▶ Work to be completed
Only the number should be given: how many lines below contain "turn".
[Start of section]
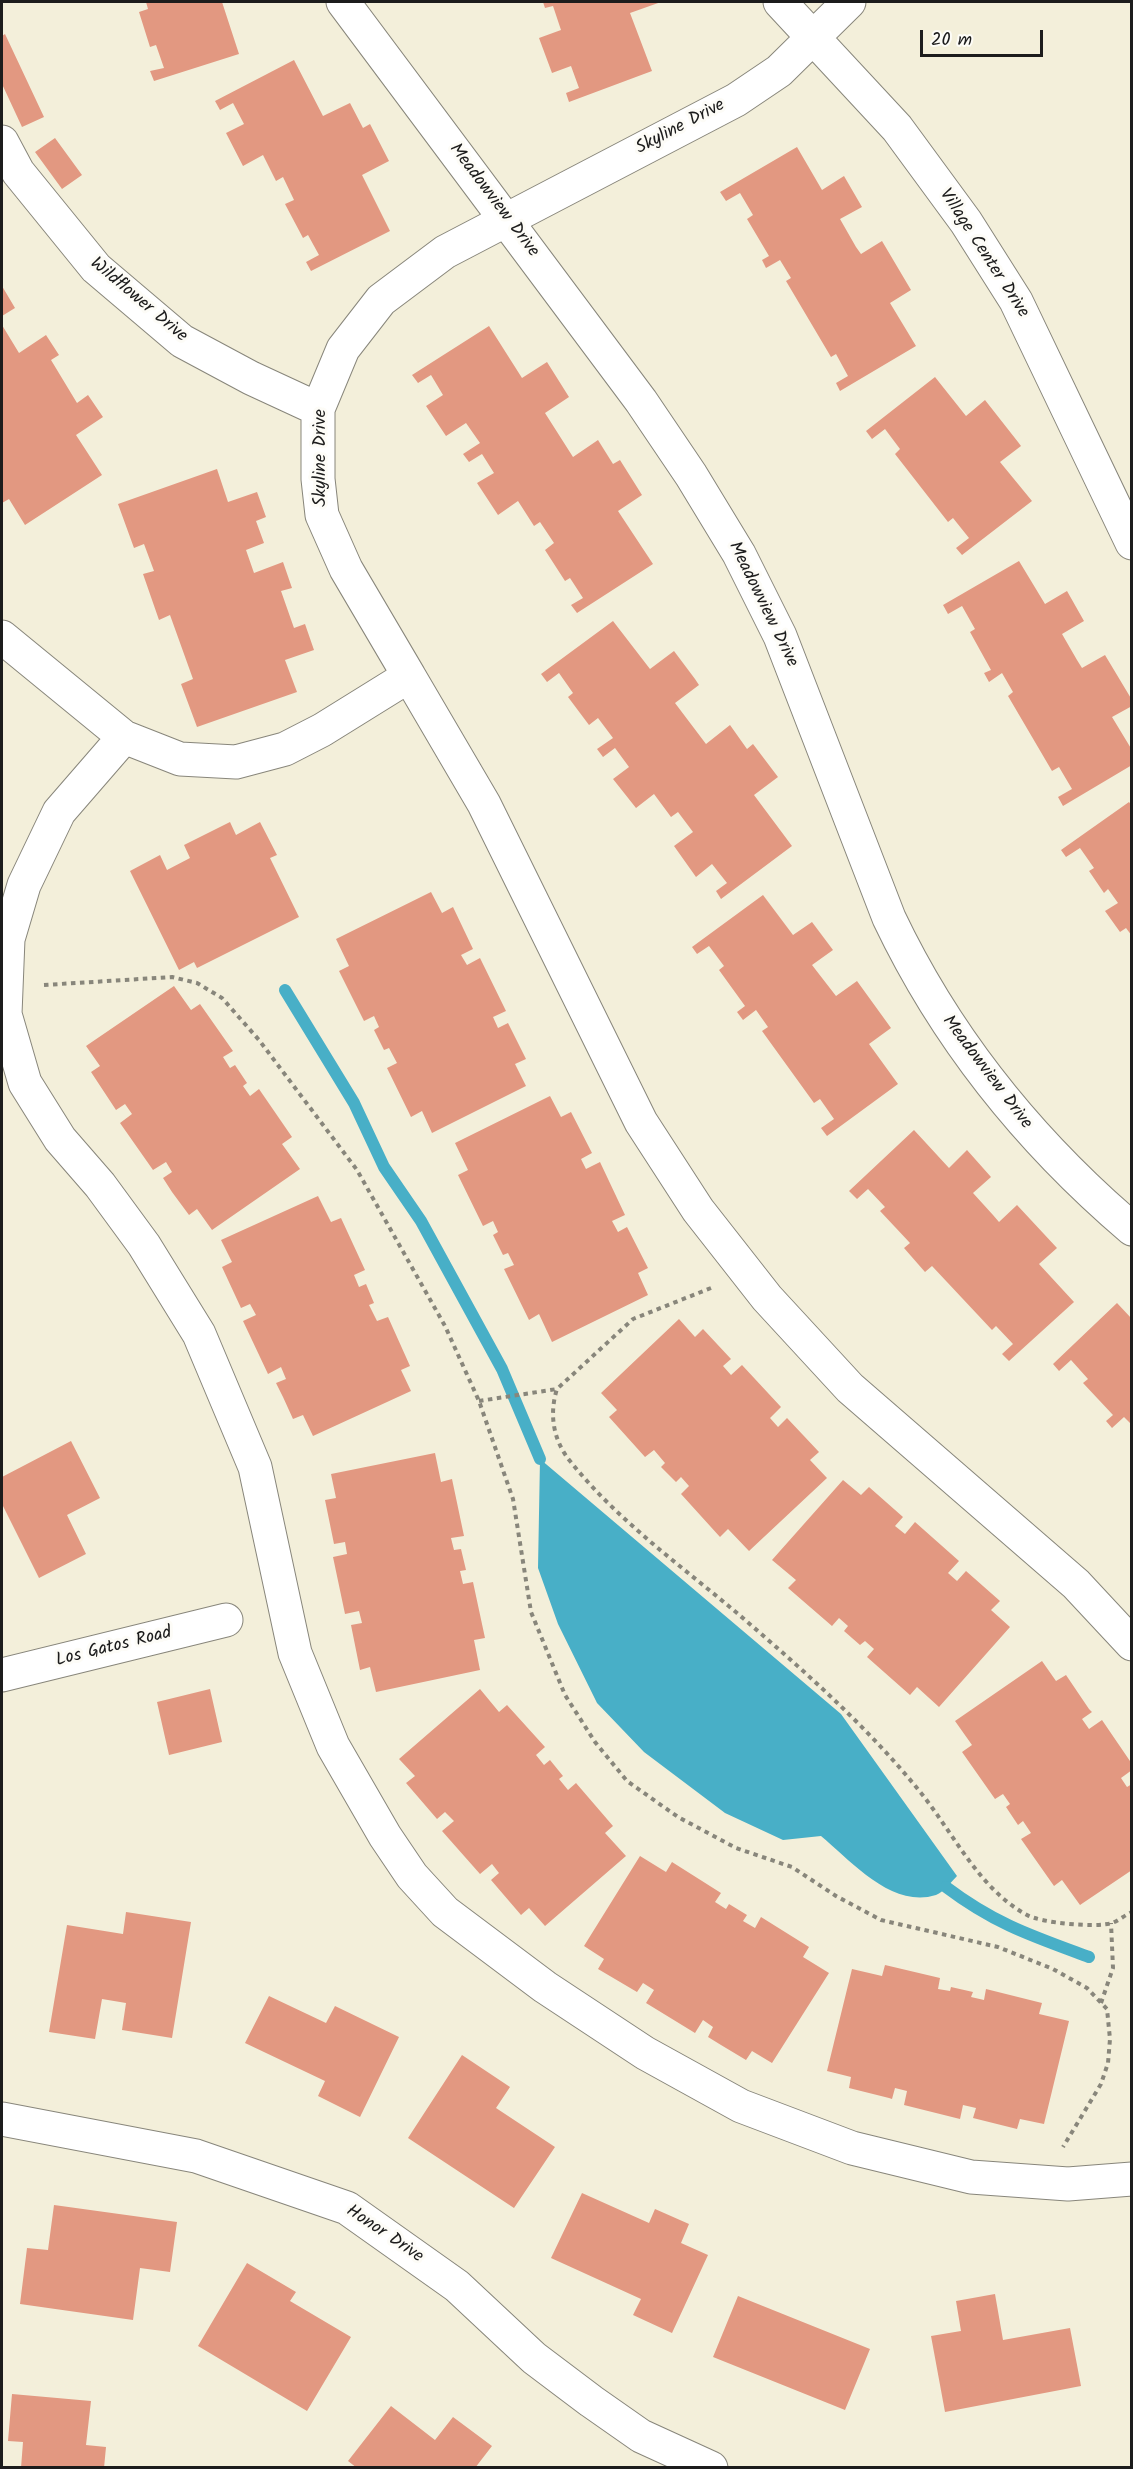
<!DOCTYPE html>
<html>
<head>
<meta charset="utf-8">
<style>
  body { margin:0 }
  #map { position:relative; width:1133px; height:2469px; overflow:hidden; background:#f3efda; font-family:Kalam,sans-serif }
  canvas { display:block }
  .frame { position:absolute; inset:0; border:3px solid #1c1c1c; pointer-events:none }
  .scale { position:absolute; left:920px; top:30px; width:123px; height:27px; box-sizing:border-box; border:3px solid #1c1c1c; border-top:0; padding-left:8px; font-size:18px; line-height:21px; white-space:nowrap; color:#1c1c1c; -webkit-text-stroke:4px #fdfcf7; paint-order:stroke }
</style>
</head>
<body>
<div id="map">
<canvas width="1133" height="2469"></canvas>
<div class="frame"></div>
<div class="scale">20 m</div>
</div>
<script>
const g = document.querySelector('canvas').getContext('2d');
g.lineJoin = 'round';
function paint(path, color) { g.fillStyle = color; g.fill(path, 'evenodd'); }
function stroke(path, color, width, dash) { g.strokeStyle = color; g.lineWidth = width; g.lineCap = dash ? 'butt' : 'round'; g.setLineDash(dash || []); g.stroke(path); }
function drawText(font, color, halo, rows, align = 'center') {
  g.font = font + ' Kalam,sans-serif'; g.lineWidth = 6; g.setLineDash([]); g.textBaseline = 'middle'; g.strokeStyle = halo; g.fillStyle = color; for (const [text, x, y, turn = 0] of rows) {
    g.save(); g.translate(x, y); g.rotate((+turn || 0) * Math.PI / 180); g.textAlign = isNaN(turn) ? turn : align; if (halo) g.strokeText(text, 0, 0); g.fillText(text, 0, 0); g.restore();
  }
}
paint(new Path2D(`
  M540,1459L841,1714L957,1876C951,1882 944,1892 936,1895C892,1909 851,1861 821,1836L783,1840L725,1813L644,1752L597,1703L558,1624L538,1568Z`), '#48afc7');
stroke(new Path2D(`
  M285,990L354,1103L384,1167L421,1221L502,1369L540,1459
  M946,1887C995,1924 1032,1936 1089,1957`), '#48afc7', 12);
paint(new Path2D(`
  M146,2H222L239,54L154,81L150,71L164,68L156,45L150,47L139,12L148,9Z
  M543,2H661L630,13L652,71L569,102L566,93L579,88L571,66L552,73L539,38L561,30L553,6L545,8Z
  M5,34L44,117L22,127L2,84V36Z
  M294,60L323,116L350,103L363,128L370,124L389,161L362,175L390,231L311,271L306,262L319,255L308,235L303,238L285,204L294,200L283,177L276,181L263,155L243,166L226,133L244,124L233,103L220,110L215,101Z
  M55,138L82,175L62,189L35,152Z
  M797,147L822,190L844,176L862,207L840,219L856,247L861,254L882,241L911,290L890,303L916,346L840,391L836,383L848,376L836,354L831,357L786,281L791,278L780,260L766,268L762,260L769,256L747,219L753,215L740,193L726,201L720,192Z
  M2,286L15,308L2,316Z
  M2,325L19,353L46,335L59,355L51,360L77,403L88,395L103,417L76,435L102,475L25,525L9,499L2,503Z
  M489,326L522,378L547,362L569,397L545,413L573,457L598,440L613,464L620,460L642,495L618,511L653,564L577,613L571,605L583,598L570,578L565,581L545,550L554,543L540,522L534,526L518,501L498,515L477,483L494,473L482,454L469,462L463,454L480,443L466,423L446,436L426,406L443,395L431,375L418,383L412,375Z
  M935,377L966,416L985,400L1018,442L1021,446L1000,462L1032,501L962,555L956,548L969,538L953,518L948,522L895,454L900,449L885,429L872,439L866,431Z
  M217,469L228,502L257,492L266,517L256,521L264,543L246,550L254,573L283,562L292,588L281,591L294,628L305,624L314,650L285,660L297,692L197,727L181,684L193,679L170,615L159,620L143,574L154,571L144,544L134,548L118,504Z
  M1019,561L1045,604L1067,591L1084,621L1062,634L1077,660L1082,668L1105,655L1132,700V706L1112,717L1132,750V765L1063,806L1058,797L1072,789L1059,767L1052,771L1008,696L1013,692L1002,673L989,682L984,673L991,670L970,632L975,629L962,606L948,614L943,605Z
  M613,621L650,669L674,651L695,679L699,685L675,703L706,744L730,725L747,749L753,744L778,777L754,795L792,846L721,899L716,891L727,883L712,864L696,877L674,846L693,832L678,812L671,817L654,794L636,808L613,779L629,767L615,748L603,757L597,749L613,738L598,718L589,725L568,697L573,693L559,673L547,682L541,674Z
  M1129,802L1132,806V936L1126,928L1120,932L1105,911L1118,903L1108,889L1104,893L1089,871L1094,868L1080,848L1066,857L1061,850Z
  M230,822L236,835L260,822L277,855L270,858L299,917L197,968L194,962L179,970L130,871L160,855L167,870L190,858L184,845Z
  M431,892L442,913L453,907L473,949L461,955L467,965L480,958L506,1011L493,1017L498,1028L508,1023L526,1059L515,1064L526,1086L432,1133L422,1111L411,1117L387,1068L397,1063L389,1048L384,1050L374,1030L379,1027L374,1016L364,1021L339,971L349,966L336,939Z
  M763,895L793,935L812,922L833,950L812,965L836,996L857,981L891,1028L869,1044L898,1084L827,1136L821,1128L834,1119L820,1099L814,1103L762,1031L768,1027L756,1010L743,1020L737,1012L745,1006L719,970L724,966L709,946L697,954L692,947Z
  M174,986L191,1010L200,1004L233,1051L223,1057L230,1068L235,1065L247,1083L243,1086L250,1096L259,1089L292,1137L282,1144L300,1169L212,1230L197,1209L189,1215L172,1192L163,1178L172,1172L166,1162L153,1170L120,1123L132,1114L125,1104L116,1110L91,1072L100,1066L86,1046Z
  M550,1096L561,1117L571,1112L592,1153L581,1159L586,1169L600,1162L625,1215L612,1221L618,1232L627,1227L648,1268L638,1273L648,1295L552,1342L539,1314L529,1320L504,1269L514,1265L508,1253L503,1255L493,1235L498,1232L493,1221L483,1226L458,1175L468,1170L455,1143Z
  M914,1130L949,1168L967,1150L991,1177L973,1193L993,1215L999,1222L1017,1205L1057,1248L1039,1264L1074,1302L1009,1361L1002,1354L1013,1344L996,1326L992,1330L932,1266L925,1272L904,1248L910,1243L880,1211L885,1207L868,1189L857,1199L849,1191Z
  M318,1196L331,1222L341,1218L365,1270L354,1275L359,1287L366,1284L374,1303L369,1305L377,1321L388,1317L410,1366L401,1370L411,1391L313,1436L303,1415L293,1419L283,1397L276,1383L286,1379L281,1367L268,1374L243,1321L256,1315L250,1304L241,1308L222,1267L232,1262L221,1240Z
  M1117,1303L1132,1319V1425L1124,1417L1112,1428L1106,1421L1113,1415L1083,1383L1088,1379L1071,1360L1059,1371L1053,1364Z
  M679,1319L695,1337L703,1329L731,1359L723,1366L731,1375L742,1365L781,1407L770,1418L778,1427L787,1418L819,1452L810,1460L827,1478L749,1551L728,1529L720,1537L681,1494L689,1486L681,1477L676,1482L661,1467L665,1463L654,1450L645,1457L609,1417L617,1410L601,1393Z
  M71,1441L100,1498L67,1515L86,1554L39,1578L2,1504V1477Z
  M435,1453L441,1482L452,1479L464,1536L451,1538L454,1550L461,1549L466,1570L460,1571L463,1584L473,1582L485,1638L474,1640L480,1670L376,1692L370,1667L360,1670L351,1625L362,1623L359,1611L345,1614L333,1557L347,1554L345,1542L334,1544L325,1500L336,1498L331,1474Z
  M843,1480L861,1495L869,1487L903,1517L895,1526L905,1534L915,1522L959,1561L948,1573L957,1581L966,1571L1000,1601L991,1610L1010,1627L939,1707L917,1687L910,1695L867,1657L874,1649L865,1641L860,1645L844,1631L848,1626L839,1618L832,1626L788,1588L796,1580L772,1560Z
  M1042,1661L1056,1681L1066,1675L1089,1709L1092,1712L1082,1719L1089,1729L1102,1720L1132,1764V1770L1121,1778L1127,1787L1132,1784V1870L1080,1905L1062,1880L1054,1886L1021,1839L1031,1833L1023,1821L1018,1825L1006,1807L1010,1804L1003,1794L995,1799L962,1752L972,1745L955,1721Z
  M210,1689L222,1742L169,1755L157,1702Z
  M480,1689L499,1712L507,1705L545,1747L536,1755L544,1765L550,1760L563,1776L559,1779L568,1790L576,1783L613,1826L605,1833L626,1856L545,1926L529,1908L521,1915L491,1880L499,1873L492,1864L480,1874L442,1831L454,1821L445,1812L437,1819L406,1783L415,1776L399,1759Z
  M640,1856L666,1872L672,1862L721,1893L715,1902L726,1909L729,1904L747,1915L743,1921L755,1928L761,1917L809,1947L803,1957L829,1973L772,2063L752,2051L746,2060L721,2045L708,2037L713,2027L703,2020L695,2033L646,2003L654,1990L643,1983L637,1992L598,1969L604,1959L584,1946Z
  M126,1912L191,1922L172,2038L122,2030L126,2003L102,1999L95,2039L49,2032L67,1925L123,1934Z
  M885,1965L940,1978L938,1989L950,1991L951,1987L973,1992L971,1997L984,2000L986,1989L1042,2003L1039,2014L1069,2021L1044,2124L1020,2119L1017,2129L973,2118L976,2108L963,2105L960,2119L904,2105L907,2091L895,2088L892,2099L889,2098L849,2088L851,2077L827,2071L852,1969L882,1976Z
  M269,1996L326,2023L335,2006L399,2037L360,2117L318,2096L325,2081L245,2043Z
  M462,2055L510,2087L496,2108L555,2147L514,2208L408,2138Z
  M582,2193L649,2223L655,2209L689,2224L681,2243L708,2255L672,2333L633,2315L641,2299L551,2258Z
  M54,2205L177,2222L170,2272L140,2268L133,2320L20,2304L27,2248L48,2250Z
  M247,2263L296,2292L290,2301L351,2337L307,2411L198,2346Z
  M995,2294L1003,2340L1070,2328L1081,2386L945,2412L931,2336L961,2331L956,2301Z
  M738,2296L870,2349L845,2410L713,2357Z
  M12,2394L91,2401L86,2445L106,2447L104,2468H21L23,2442L8,2441Z
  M391,2406L435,2440L453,2417L492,2446L475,2468H357L348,2461Z`), '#e29881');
const minor = new Path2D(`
  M343,2L641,401L691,475L739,554L780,636L889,918C947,1040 1030,1142 1132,1229
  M780,2L897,128L966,222L1016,301L1132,543
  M2,142L18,172L96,268L182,341L251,378L318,409
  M2,637L124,737L180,759L236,762L285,749L322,730L409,676L346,569L322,515L318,479V409L343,349L381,300L445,252L736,100L779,71L849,2
  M409,676L484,804L641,1122L698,1210L767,1298L850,1388L1076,1584L1132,1644
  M124,737L59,812L24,885L8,939L5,1014L25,1083L60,1139L100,1185L144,1245L199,1334L255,1467L295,1653L333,1746L385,1836L412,1876L445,1912L545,1987L645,2053L741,2106L852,2148L971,2177L1068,2184L1132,2179
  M2,1675L226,1620
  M2,2119L196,2156L347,2208L457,2286L534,2358L591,2401L641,2436L711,2468`);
stroke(minor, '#88867b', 35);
stroke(new Path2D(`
  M44,985L172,977L197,983L222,998L259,1040L357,1170L445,1326L479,1401L513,1499L531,1612L565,1695L595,1742L627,1781L678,1817L736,1848L792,1867L836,1896L881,1920L998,1947L1053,1969L1087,1988L1107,2009L1110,2039L1108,2063L1101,2084L1063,2147
  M711,1288L633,1319L557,1389C549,1414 553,1440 570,1461C617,1520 680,1565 737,1613C802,1669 867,1726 921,1793C954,1834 979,1889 1027,1915C1041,1923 1096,1928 1112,1923C1118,1921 1125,1915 1132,1912
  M479,1401L557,1389
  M1101,2003L1113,1968L1111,1923`), '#88867b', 4, [4.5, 4.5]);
stroke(minor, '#fff', 33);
drawText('18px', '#1c1c1c', '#fdfcf7', [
  ["Skyline Drive",681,128,-28],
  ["Meadowview Drive",493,201,53],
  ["Village Center Drive",983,254,57],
  ["Wildflower Drive",138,301,40],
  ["Skyline Drive",322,458,-90],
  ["Meadowview Drive",762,605,64],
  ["Meadowview Drive",986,1073,53],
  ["Los Gatos Road",114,1648,-14],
  ["Honor Drive",384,2235,34]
]);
</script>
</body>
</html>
[End of section]
▶ Reply to the task
2